Childhood Cancer Research Unit, Department of Women's and Children's Health, Karolinska Institutet, Stockholm, Sweden.
Department of Pediatric Oncology, Karolinska University Hospital, Stockholm, Sweden.
Pediatr Blood Cancer. 2024 Jul;71(7):e31018. doi: 10.1002/pbc.31018. Epub 2024 Apr 21.
The improved outcome of childhood acute lymphoblastic leukemia (ALL) over the last decades has increased the importance of assessing late effects and health-related quality of life (HRQoL), particularly when evaluating and comparing outcomes in clinical trials.

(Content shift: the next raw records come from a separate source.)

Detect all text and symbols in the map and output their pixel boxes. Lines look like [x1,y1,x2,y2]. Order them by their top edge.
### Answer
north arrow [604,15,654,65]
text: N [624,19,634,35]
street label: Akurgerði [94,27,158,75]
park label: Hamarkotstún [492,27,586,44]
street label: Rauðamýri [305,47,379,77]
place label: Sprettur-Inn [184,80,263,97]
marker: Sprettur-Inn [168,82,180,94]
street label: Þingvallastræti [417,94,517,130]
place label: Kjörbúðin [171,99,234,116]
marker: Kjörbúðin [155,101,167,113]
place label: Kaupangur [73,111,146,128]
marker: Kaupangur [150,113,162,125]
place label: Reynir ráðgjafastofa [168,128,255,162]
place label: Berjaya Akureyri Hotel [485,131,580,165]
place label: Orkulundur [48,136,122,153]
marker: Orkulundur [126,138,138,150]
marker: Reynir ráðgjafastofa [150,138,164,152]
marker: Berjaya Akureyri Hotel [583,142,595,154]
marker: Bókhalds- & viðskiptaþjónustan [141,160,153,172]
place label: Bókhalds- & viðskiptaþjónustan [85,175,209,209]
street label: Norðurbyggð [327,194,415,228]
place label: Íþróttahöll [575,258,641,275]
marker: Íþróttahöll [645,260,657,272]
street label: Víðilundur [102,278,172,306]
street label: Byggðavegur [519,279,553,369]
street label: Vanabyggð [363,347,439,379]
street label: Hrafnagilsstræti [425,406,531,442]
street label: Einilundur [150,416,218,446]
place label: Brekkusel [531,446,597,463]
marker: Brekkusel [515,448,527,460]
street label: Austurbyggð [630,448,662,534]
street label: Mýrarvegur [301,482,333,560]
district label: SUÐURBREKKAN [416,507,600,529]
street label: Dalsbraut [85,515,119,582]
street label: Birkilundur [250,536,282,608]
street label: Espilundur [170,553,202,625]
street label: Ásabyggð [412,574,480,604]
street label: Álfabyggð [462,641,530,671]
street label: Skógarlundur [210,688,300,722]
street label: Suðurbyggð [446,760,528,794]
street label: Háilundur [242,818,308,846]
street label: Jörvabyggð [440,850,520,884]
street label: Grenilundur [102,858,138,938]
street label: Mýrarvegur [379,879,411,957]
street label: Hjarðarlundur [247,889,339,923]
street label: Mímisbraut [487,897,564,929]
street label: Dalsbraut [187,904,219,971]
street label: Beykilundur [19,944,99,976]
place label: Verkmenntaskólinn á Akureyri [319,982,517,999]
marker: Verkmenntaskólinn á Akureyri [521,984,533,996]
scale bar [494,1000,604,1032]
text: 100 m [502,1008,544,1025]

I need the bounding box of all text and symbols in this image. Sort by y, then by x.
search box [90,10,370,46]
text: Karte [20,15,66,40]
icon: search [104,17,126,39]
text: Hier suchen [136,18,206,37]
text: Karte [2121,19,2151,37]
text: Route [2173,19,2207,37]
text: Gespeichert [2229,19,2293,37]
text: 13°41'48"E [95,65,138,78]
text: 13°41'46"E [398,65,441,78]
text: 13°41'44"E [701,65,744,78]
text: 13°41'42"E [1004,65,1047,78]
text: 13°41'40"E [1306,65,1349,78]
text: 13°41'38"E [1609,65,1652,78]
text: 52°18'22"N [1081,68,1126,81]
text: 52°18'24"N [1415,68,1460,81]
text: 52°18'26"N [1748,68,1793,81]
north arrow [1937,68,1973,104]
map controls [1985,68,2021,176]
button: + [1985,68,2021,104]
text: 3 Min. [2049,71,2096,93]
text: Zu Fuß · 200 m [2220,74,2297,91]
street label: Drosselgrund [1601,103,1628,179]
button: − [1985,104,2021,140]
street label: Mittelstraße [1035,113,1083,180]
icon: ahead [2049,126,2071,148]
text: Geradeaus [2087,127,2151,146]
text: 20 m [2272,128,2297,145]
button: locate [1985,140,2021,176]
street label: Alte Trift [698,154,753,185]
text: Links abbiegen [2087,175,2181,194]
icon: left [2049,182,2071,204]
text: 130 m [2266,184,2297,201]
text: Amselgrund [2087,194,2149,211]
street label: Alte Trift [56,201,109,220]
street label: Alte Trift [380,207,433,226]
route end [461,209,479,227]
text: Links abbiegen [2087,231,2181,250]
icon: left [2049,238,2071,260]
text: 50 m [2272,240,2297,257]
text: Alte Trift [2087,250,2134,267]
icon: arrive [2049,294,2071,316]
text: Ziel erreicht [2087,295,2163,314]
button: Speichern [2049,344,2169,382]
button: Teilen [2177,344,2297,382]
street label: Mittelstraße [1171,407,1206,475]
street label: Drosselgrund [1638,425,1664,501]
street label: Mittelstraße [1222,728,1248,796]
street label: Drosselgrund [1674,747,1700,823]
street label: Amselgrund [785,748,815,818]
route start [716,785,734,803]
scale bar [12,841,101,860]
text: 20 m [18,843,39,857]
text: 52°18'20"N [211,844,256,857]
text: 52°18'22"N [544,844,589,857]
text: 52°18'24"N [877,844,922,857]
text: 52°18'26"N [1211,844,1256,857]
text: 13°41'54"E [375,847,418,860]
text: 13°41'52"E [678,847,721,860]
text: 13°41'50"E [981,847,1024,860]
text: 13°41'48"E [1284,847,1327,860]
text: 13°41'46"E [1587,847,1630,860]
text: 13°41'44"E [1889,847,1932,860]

This study aimed to assess HRQoL in children treated for ALL according to the NOPHO ALL2008 protocol.
Children, aged 1 to less than 18 years at diagnosis, alive in first remission, and their parents, were asked to complete PedsQL 4.0 Generic Core Scales (self- and proxy-report) at ≥6 months after end of therapy. Data on socioeconomic factors and parent-reported toxicity were collected through a study-specific questionnaire, and the NOPHO ALL2008 database was used to identify eligible families and add additional disease- and treatment-related data. HRQoL data were collected during 2013-2019 in Sweden, Finland, and Denmark.
A total of 299 children were included. The older children (8 years and older) reported similar HRQoL scores compared to Finnish reference data, except lower scores for School Functioning in high-risk patients. Scores from the parent-proxy and self-reports from 5-7-year olds were notably lower than reference. Parent-reported toxicity was associated with lower total and physical HRQoL scores in adjusted models for younger as well as older children in the self-report and parent-proxy versions, and also with lower psychosocial score in the parent-proxy.
Self-reported HRQoL was similar to reference population. The most important determinant for HRQoL after end of ALL treatment was parent-reported toxicity during treatment. Thus, minimizing complications is an obvious focus for future treatment protocols.
过去几十年,儿童急性淋巴细胞白血病(ALL)的治疗效果得到了改善,因此评估晚期效应和健康相关生活质量(HRQoL)变得尤为重要,尤其是在临床试验中评估和比较结果时。本研究旨在根据北欧小儿肿瘤协作组 ALL2008 方案评估接受 ALL 治疗的儿童的 HRQoL。
诊断时年龄在 1 岁以下至 17 岁以下、处于首次缓解期且存活的儿童及其父母,在治疗结束后至少 6 个月时被要求完成 PedsQL 4.0 通用核心量表(自我报告和代理报告)。通过特定于研究的问卷收集社会经济因素和父母报告的毒性数据,并使用北欧小儿肿瘤协作组 ALL2008 数据库识别合格的家庭,并添加额外的疾病和治疗相关数据。HRQoL 数据于 2013-2019 年在瑞典、芬兰和丹麦收集。
共纳入 299 名儿童。年龄较大的儿童(8 岁及以上)的 HRQoL 评分与芬兰参考数据相似,除了高危患者的学校功能评分较低。5-7 岁儿童的父母代理报告和自我报告得分明显低于参考值。在调整后的模型中,父母报告的毒性与年轻和年长儿童的自我报告和父母代理报告的总 HRQoL 和身体 HRQoL 评分以及父母代理报告的心理社会评分降低相关。
自我报告的 HRQoL 与参考人群相似。治疗结束后 ALL 治疗的 HRQoL 的最重要决定因素是治疗期间父母报告的毒性。因此,最大限度地减少并发症显然是未来治疗方案的重点。